**DATA SUPPLIED**
########

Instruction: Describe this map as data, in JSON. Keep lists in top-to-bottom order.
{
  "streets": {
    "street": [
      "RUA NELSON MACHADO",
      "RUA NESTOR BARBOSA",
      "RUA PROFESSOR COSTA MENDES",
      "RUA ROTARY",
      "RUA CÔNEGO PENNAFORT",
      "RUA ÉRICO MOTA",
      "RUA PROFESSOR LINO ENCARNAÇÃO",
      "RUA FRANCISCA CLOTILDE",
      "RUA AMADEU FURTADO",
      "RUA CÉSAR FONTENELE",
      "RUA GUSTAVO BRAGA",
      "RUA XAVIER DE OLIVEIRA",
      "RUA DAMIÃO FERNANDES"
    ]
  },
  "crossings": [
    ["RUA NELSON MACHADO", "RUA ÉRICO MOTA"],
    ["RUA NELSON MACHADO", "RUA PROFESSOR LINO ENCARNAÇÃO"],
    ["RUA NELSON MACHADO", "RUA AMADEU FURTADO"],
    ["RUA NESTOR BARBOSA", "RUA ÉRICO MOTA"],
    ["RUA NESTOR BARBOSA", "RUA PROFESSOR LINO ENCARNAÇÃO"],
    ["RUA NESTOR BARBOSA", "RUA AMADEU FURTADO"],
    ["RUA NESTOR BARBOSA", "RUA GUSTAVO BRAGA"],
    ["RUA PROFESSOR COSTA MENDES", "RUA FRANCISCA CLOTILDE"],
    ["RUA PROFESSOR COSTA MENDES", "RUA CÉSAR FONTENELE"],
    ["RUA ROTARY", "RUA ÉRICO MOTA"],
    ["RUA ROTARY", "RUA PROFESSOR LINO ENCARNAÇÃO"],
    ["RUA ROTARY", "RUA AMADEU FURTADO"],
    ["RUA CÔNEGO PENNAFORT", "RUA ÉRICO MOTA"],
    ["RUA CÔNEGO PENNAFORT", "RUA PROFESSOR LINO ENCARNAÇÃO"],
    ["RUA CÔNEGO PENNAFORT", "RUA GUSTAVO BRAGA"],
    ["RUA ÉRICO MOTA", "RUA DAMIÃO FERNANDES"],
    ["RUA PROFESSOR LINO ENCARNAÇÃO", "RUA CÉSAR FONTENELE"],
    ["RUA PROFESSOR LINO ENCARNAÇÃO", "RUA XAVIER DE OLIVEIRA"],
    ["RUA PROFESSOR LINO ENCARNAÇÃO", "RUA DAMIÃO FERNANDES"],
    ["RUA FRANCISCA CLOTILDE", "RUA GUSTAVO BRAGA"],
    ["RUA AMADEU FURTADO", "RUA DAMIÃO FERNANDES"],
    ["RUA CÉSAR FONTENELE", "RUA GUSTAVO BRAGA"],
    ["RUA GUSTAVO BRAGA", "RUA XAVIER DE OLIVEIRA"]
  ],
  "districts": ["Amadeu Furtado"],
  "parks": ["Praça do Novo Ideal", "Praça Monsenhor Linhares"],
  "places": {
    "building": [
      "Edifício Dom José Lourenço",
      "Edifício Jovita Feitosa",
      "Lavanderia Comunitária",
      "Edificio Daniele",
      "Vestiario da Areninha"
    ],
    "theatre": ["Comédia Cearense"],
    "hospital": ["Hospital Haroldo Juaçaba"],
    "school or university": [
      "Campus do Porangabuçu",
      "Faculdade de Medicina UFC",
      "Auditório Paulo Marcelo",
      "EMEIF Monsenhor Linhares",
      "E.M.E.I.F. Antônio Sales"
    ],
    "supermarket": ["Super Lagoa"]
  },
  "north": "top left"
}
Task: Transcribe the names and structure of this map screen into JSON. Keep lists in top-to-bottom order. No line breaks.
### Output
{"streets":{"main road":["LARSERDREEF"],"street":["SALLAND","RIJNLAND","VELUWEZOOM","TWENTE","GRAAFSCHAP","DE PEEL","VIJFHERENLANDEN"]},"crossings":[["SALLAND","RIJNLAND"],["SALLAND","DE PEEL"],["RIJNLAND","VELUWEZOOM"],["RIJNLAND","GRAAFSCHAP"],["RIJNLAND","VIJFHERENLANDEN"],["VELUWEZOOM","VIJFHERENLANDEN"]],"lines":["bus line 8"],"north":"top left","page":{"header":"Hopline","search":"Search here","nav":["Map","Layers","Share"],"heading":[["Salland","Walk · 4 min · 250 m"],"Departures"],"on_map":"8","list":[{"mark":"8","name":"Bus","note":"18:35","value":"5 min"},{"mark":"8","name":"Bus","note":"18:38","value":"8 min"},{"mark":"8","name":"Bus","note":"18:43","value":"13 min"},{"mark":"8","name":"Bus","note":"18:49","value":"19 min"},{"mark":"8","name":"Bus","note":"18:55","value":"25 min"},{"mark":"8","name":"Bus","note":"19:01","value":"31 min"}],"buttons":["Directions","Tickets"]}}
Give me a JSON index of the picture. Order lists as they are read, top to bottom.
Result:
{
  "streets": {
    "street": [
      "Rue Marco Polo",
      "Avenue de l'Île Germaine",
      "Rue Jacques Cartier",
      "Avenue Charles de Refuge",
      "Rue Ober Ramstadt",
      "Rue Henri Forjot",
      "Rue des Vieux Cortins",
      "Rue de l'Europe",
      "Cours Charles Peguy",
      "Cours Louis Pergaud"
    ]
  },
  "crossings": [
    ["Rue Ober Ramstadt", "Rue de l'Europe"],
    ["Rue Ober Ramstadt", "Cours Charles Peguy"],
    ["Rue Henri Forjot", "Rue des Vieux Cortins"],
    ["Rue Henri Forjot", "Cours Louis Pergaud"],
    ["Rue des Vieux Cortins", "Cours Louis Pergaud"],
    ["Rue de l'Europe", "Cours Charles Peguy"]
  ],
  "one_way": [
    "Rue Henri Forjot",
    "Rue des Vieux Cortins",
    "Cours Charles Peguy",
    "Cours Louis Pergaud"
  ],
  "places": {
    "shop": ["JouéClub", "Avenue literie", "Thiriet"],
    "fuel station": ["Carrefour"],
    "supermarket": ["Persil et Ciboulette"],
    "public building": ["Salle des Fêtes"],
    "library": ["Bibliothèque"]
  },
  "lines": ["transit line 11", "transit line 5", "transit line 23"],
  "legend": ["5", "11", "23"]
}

########

**ACTIVITY**
Write the data out again. Match it exactly.

**RESULT**
Instruction: Describe this map as data, in JSON. Keep lists in top-to-bottom order.
{
  "streets": {
    "street": [
      "RUA NELSON MACHADO",
      "RUA NESTOR BARBOSA",
      "RUA PROFESSOR COSTA MENDES",
      "RUA ROTARY",
      "RUA CÔNEGO PENNAFORT",
      "RUA ÉRICO MOTA",
      "RUA PROFESSOR LINO ENCARNAÇÃO",
      "RUA FRANCISCA CLOTILDE",
      "RUA AMADEU FURTADO",
      "RUA CÉSAR FONTENELE",
      "RUA GUSTAVO BRAGA",
      "RUA XAVIER DE OLIVEIRA",
      "RUA DAMIÃO FERNANDES"
    ]
  },
  "crossings": [
    ["RUA NELSON MACHADO", "RUA ÉRICO MOTA"],
    ["RUA NELSON MACHADO", "RUA PROFESSOR LINO ENCARNAÇÃO"],
    ["RUA NELSON MACHADO", "RUA AMADEU FURTADO"],
    ["RUA NESTOR BARBOSA", "RUA ÉRICO MOTA"],
    ["RUA NESTOR BARBOSA", "RUA PROFESSOR LINO ENCARNAÇÃO"],
    ["RUA NESTOR BARBOSA", "RUA AMADEU FURTADO"],
    ["RUA NESTOR BARBOSA", "RUA GUSTAVO BRAGA"],
    ["RUA PROFESSOR COSTA MENDES", "RUA FRANCISCA CLOTILDE"],
    ["RUA PROFESSOR COSTA MENDES", "RUA CÉSAR FONTENELE"],
    ["RUA ROTARY", "RUA ÉRICO MOTA"],
    ["RUA ROTARY", "RUA PROFESSOR LINO ENCARNAÇÃO"],
    ["RUA ROTARY", "RUA AMADEU FURTADO"],
    ["RUA CÔNEGO PENNAFORT", "RUA ÉRICO MOTA"],
    ["RUA CÔNEGO PENNAFORT", "RUA PROFESSOR LINO ENCARNAÇÃO"],
    ["RUA CÔNEGO PENNAFORT", "RUA GUSTAVO BRAGA"],
    ["RUA ÉRICO MOTA", "RUA DAMIÃO FERNANDES"],
    ["RUA PROFESSOR LINO ENCARNAÇÃO", "RUA CÉSAR FONTENELE"],
    ["RUA PROFESSOR LINO ENCARNAÇÃO", "RUA XAVIER DE OLIVEIRA"],
    ["RUA PROFESSOR LINO ENCARNAÇÃO", "RUA DAMIÃO FERNANDES"],
    ["RUA FRANCISCA CLOTILDE", "RUA GUSTAVO BRAGA"],
    ["RUA AMADEU FURTADO", "RUA DAMIÃO FERNANDES"],
    ["RUA CÉSAR FONTENELE", "RUA GUSTAVO BRAGA"],
    ["RUA GUSTAVO BRAGA", "RUA XAVIER DE OLIVEIRA"]
  ],
  "districts": ["Amadeu Furtado"],
  "parks": ["Praça do Novo Ideal", "Praça Monsenhor Linhares"],
  "places": {
    "building": [
      "Edifício Dom José Lourenço",
      "Edifício Jovita Feitosa",
      "Lavanderia Comunitária",
      "Edificio Daniele",
      "Vestiario da Areninha"
    ],
    "theatre": ["Comédia Cearense"],
    "hospital": ["Hospital Haroldo Juaçaba"],
    "school or university": [
      "Campus do Porangabuçu",
      "Faculdade de Medicina UFC",
      "Auditório Paulo Marcelo",
      "EMEIF Monsenhor Linhares",
      "E.M.E.I.F. Antônio Sales"
    ],
    "supermarket": ["Super Lagoa"]
  },
  "north": "top left"
}
Task: Transcribe the names and structure of this map screen into JSON. Keep lists in top-to-bottom order. No line breaks.
### Output
{"streets":{"main road":["LARSERDREEF"],"street":["SALLAND","RIJNLAND","VELUWEZOOM","TWENTE","GRAAFSCHAP","DE PEEL","VIJFHERENLANDEN"]},"crossings":[["SALLAND","RIJNLAND"],["SALLAND","DE PEEL"],["RIJNLAND","VELUWEZOOM"],["RIJNLAND","GRAAFSCHAP"],["RIJNLAND","VIJFHERENLANDEN"],["VELUWEZOOM","VIJFHERENLANDEN"]],"lines":["bus line 8"],"north":"top left","page":{"header":"Hopline","search":"Search here","nav":["Map","Layers","Share"],"heading":[["Salland","Walk · 4 min · 250 m"],"Departures"],"on_map":"8","list":[{"mark":"8","name":"Bus","note":"18:35","value":"5 min"},{"mark":"8","name":"Bus","note":"18:38","value":"8 min"},{"mark":"8","name":"Bus","note":"18:43","value":"13 min"},{"mark":"8","name":"Bus","note":"18:49","value":"19 min"},{"mark":"8","name":"Bus","note":"18:55","value":"25 min"},{"mark":"8","name":"Bus","note":"19:01","value":"31 min"}],"buttons":["Directions","Tickets"]}}
Give me a JSON index of the picture. Order lists as they are read, top to bottom.
Result:
{
  "streets": {
    "street": [
      "Rue Marco Polo",
      "Avenue de l'Île Germaine",
      "Rue Jacques Cartier",
      "Avenue Charles de Refuge",
      "Rue Ober Ramstadt",
      "Rue Henri Forjot",
      "Rue des Vieux Cortins",
      "Rue de l'Europe",
      "Cours Charles Peguy",
      "Cours Louis Pergaud"
    ]
  },
  "crossings": [
    ["Rue Ober Ramstadt", "Rue de l'Europe"],
    ["Rue Ober Ramstadt", "Cours Charles Peguy"],
    ["Rue Henri Forjot", "Rue des Vieux Cortins"],
    ["Rue Henri Forjot", "Cours Louis Pergaud"],
    ["Rue des Vieux Cortins", "Cours Louis Pergaud"],
    ["Rue de l'Europe", "Cours Charles Peguy"]
  ],
  "one_way": [
    "Rue Henri Forjot",
    "Rue des Vieux Cortins",
    "Cours Charles Peguy",
    "Cours Louis Pergaud"
  ],
  "places": {
    "shop": ["JouéClub", "Avenue literie", "Thiriet"],
    "fuel station": ["Carrefour"],
    "supermarket": ["Persil et Ciboulette"],
    "public building": ["Salle des Fêtes"],
    "library": ["Bibliothèque"]
  },
  "lines": ["transit line 11", "transit line 5", "transit line 23"],
  "legend": ["5", "11", "23"]
}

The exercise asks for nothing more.